BEGIN Input records
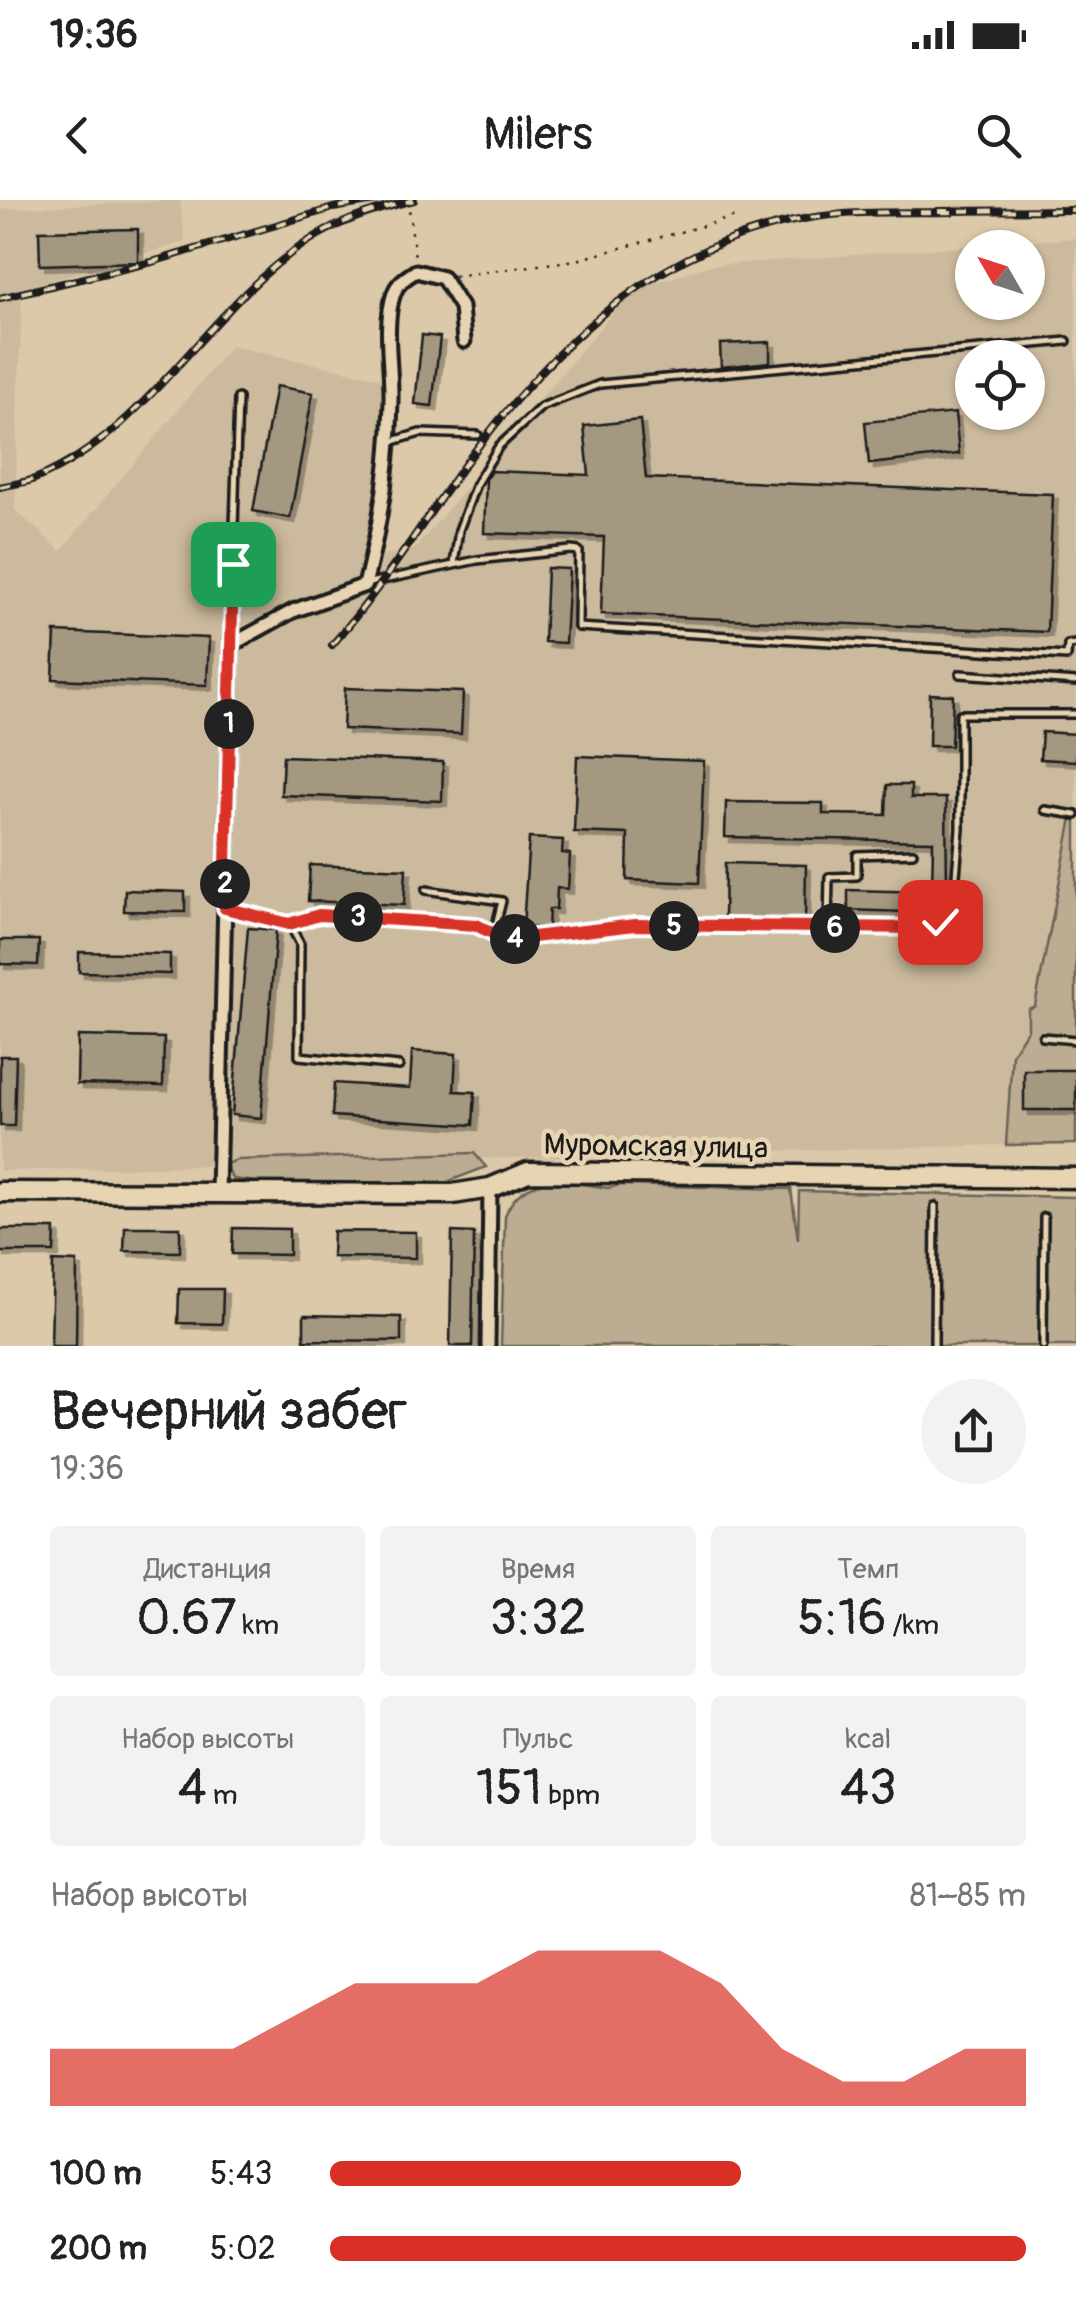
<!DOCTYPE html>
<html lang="ru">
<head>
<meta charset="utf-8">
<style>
  :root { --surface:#fff; --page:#f2f2f2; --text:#222; --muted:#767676; --accent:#d93025 }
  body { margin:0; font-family:Pangolin,sans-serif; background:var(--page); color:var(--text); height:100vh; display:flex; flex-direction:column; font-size:38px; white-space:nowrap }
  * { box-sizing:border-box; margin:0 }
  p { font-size:32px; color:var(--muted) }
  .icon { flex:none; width:55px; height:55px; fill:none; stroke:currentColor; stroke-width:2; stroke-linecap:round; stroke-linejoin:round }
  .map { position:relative; height:1146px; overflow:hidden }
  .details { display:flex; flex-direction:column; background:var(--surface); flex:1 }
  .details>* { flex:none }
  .needle { width:65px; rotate:309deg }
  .fabs { position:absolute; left:955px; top:30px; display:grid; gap:20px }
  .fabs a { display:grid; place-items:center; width:90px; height:90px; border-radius:50%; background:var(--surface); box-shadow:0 2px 8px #0004; font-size:50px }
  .pin { position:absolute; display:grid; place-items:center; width:85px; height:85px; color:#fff; margin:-42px; border-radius:20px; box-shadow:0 5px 15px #0006 }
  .km { position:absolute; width:50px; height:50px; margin:-25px; border-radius:50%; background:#222; color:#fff; font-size:28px; line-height:50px; text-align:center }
  .round { display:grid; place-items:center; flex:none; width:105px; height:105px; border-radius:52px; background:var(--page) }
  .headline { display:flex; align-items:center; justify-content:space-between; height:170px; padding:0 50px }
  h1 { font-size:55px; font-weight:600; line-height:75px }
  .stats { display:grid; grid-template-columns:repeat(3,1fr); gap:15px; height:170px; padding:10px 50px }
  .stats div { display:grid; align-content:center; border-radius:10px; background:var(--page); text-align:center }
  .stats b { font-size:50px; font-weight:600 }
  .stats small { font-size:28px; font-weight:400 }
  .stats p { font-size:28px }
  .chart { height:280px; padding:20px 50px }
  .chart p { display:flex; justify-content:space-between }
  .chart svg { width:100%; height:180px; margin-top:10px; fill:var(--accent); opacity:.7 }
  ul { padding:0 50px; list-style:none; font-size:32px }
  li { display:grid; grid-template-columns:160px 120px 1fr; align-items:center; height:75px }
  li i { height:25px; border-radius:12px; background:var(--accent) }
  .status { display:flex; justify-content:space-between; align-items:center; height:70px; padding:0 50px; background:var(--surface); direction:ltr }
  .status svg { height:28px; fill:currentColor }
  header { display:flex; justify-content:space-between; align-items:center; height:130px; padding:0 50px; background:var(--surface); font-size:45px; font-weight:600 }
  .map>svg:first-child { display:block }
  .built { fill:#cbba9d; fill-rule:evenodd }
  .green { fill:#bbac92; stroke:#6c6457; stroke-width:2.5 }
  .building { fill:#a59881; stroke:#1c1c1c; stroke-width:2.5; filter:url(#shadow) }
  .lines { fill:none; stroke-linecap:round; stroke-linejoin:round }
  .lane-casing { stroke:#1c1c1c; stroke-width:12 }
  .street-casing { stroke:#1c1c1c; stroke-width:19 }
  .primary-casing { stroke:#1c1c1c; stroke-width:25 }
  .path { stroke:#1c1c1c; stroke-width:2.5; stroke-dasharray:2.5 8; stroke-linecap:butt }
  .lane { stroke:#e7d4b2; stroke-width:5 }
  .street { stroke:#e7d4b2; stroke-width:11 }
  .primary { stroke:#e7d4b2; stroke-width:18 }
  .rail-casing { stroke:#1c1c1c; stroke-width:8 }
  .rail { stroke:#e7d4b2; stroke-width:4; stroke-dasharray:11; stroke-linecap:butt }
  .route-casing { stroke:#fff; stroke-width:20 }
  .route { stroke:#d93025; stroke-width:12 }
  .labels { text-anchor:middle; stroke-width:9; stroke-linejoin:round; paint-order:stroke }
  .street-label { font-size:30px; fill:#1c1c1c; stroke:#e7d4b2 }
</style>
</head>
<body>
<div class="status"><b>19:36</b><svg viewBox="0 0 49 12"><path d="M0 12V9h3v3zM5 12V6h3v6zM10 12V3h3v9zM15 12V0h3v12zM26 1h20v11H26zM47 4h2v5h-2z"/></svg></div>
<header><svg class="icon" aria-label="back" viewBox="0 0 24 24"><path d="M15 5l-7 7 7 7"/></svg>Milers<svg class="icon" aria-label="search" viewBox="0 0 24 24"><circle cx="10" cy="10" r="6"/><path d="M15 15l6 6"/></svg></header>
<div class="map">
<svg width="1076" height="1146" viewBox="0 0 1076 1146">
  <defs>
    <filter id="shadow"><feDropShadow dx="5" dy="5" stdDeviation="0" flood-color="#0004"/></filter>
  </defs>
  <rect width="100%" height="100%" fill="#dbc9a9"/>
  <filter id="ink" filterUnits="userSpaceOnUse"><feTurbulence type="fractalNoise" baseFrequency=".01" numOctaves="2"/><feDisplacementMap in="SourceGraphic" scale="20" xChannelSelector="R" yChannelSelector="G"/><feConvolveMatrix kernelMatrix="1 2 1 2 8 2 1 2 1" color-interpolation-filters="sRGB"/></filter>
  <g filter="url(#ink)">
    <path class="built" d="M180,0L185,42L22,89L15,310L61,351L231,146L389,180L369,357L414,350L631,91L707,66L1076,38V618H1072L1035,806L1028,829L1012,854L1006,945L0,971V9ZM972,48H1028V102H972ZM972,158H1028V212H972Z"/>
    <path class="green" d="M1072,618H1076V944L1006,945L1012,854L1028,829V809L1035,806Z
      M474,953L486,967L447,982L266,983L232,979L226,964L237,960Z
      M554,980L608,988L620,985L791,989L798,1040L799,991L1076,997V1146H501L505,1016C514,991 529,986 554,980Z"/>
    <path class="building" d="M138,29V62L40,65L39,31Z
      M422,135L440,137L432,206L415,204Z
      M770,142V162L721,167L720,144Z
      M276,186L313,193L290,318L253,311Z
      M955,213L959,254L869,264L865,222Z
      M640,220L646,278L1053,294L1047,432L601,414L604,337L484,333L486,279L491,271L589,275L584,226Z
      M547,368L569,369L565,443L544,442Z
      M55,432L209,438L207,485L53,479Z
      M345,488L463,492L461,534L343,529Z
      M930,494L953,495L951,546H929Z
      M1042,532L1076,534V561L1040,559Z
      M283,556L443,562L442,601L281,595Z
      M577,556L704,561L699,683L627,680L628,634L574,632Z
      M887,585H911V598H946L947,693H935L934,713L848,710V690L932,692L933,641L725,637L726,602L823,603V614L886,615Z
      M529,638L563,640L562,653L570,654L568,689L557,688L556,709H549L548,728L523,727Z
      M725,663L806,665L805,720H724Z
      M310,665L406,669L404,705L308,701Z
      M125,690L185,692V712L124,711Z
      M248,728L276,730L261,918L232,915Z
      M0,740H39L38,765L0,764Z
      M79,752L170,754V774L79,772Z
      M78,836L164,838L163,886L77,884Z
      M412,851L456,854L454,891L475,892L473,925L332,916L334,883L410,888Z
      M0,856H16L14,926H0Z
      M1024,870H1076V910H1024Z
      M125,1027H180V1052L124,1051Z
      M233,1028L289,1029V1055L232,1054Z
      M0,1029H55L54,1052H0Z
      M333,1031L416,1032V1058L332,1057Z
      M452,1032L474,1033L472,1146H450Z
      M53,1061L77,1062L76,1146H51Z
      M179,1089H223L222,1124L178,1123Z
      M304,1115L401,1117V1141L304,1140Z"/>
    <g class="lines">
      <g class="lane-casing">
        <path id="lane" d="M390,242L420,233L478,235
          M233,360L238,198
          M454,364L459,330L476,284L499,246L541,207L600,184L1067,141
          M369,383L477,360L571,350L579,351L578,427L1067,456L1068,445L1076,444
          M960,474L1076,482
          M1045,610L1076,615
          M913,653L857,655V676L829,677L828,727L926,728L941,722L954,700L960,629V514H1076
          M426,690L502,701L494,733
          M228,709L289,723L300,744L299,856L399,866
          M289,723L319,715L476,725L507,740L635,725L828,727
          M1043,837L1076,840
          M934,1146L935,1006
          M1043,1146L1044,1017"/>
      </g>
      <g class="street-casing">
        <path id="street" d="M231,445L293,411L365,385C380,326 390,263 391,201C392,167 383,125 394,93C398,82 407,77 416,71L443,78L461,107L464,141
          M218,993L233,363
          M488,1146L490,988"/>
      </g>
      <g class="primary-casing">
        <path id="primary" d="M0,992L453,994L490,988L528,972L1076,978"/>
      </g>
      <path class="path" d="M408,0L415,58
        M454,76L577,60L739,16"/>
      <use href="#lane" class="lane"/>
      <use href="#street" class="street"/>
      <use href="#primary" class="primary"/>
      <g class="rail-casing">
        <path id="rail" d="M938,11L1076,10
          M0,98L152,62L333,8L375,1
          M0,287C12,284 26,283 37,278C150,231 207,107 307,42C338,21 377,9 414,0
          M332,445C384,386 424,319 471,256C560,138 658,45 809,18C856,10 905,13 952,12"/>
      </g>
      <use href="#rail" class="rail"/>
    </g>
  </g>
  <g class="lines" filter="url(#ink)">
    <g class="route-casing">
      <path id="route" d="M233,364L225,708L289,724L319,715L476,725L507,740L635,725L926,728L940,722"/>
    </g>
    <use href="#route" class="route"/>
  </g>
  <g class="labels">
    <g class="street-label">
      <text transform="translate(656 946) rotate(1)" y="10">Муромская улица</text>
    </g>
  </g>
</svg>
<div class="fabs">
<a><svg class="needle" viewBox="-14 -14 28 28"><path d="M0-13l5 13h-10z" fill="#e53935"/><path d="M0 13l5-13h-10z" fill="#767676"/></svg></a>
<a><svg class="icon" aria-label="locate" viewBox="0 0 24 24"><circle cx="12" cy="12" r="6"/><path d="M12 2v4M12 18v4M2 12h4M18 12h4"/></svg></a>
</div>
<div class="pin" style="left:233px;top:364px;background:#1e9e55"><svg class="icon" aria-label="arrive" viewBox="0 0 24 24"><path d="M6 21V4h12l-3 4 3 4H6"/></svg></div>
<div class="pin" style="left:940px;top:722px;background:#d93025"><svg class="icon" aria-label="check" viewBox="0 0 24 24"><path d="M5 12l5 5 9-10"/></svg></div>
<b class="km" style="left:229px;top:524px">1</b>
<b class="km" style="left:225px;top:684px">2</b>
<b class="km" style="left:358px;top:717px">3</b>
<b class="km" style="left:515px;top:739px">4</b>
<b class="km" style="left:674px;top:726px">5</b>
<b class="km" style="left:835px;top:728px">6</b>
</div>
<section class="details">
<div class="headline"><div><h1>Вечерний забег</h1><p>19:36</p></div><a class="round"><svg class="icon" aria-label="share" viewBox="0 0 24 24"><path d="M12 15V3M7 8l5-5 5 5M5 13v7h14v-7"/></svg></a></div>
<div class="stats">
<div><p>Дистанция</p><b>0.67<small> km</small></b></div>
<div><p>Время</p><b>3:32</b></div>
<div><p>Темп</p><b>5:16<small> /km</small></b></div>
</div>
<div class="stats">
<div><p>Набор высоты</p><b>4<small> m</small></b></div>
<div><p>Пульс</p><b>151<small> bpm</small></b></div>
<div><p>kcal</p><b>43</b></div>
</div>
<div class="chart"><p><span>Набор высоты</span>81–85 m</p>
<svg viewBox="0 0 160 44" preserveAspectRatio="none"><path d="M0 44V30L10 30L20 30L30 30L40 22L50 14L60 14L70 14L80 6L90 6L100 6L110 14L120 30L130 38L140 38L150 30L160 30V44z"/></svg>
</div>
<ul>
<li><b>100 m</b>5:43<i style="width:59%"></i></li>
<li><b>200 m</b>5:02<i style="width:100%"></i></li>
</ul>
</section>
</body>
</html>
END Input records
How to complete this task = Return the opening line of the data above and every line after it up to and including the line that holds "display:grid; place-items:center; width:90px;"; pictures stay out.

Solution for this task =
<!DOCTYPE html>
<html lang="ru">
<head>
<meta charset="utf-8">
<style>
  :root { --surface:#fff; --page:#f2f2f2; --text:#222; --muted:#767676; --accent:#d93025 }
  body { margin:0; font-family:Pangolin,sans-serif; background:var(--page); color:var(--text); height:100vh; display:flex; flex-direction:column; font-size:38px; white-space:nowrap }
  * { box-sizing:border-box; margin:0 }
  p { font-size:32px; color:var(--muted) }
  .icon { flex:none; width:55px; height:55px; fill:none; stroke:currentColor; stroke-width:2; stroke-linecap:round; stroke-linejoin:round }
  .map { position:relative; height:1146px; overflow:hidden }
  .details { display:flex; flex-direction:column; background:var(--surface); flex:1 }
  .details>* { flex:none }
  .needle { width:65px; rotate:309deg }
  .fabs { position:absolute; left:955px; top:30px; display:grid; gap:20px }
  .fabs a { display:grid; place-items:center; width:90px; height:90px; border-radius:50%; background:var(--surface); box-shadow:0 2px 8px #0004; font-size:50px }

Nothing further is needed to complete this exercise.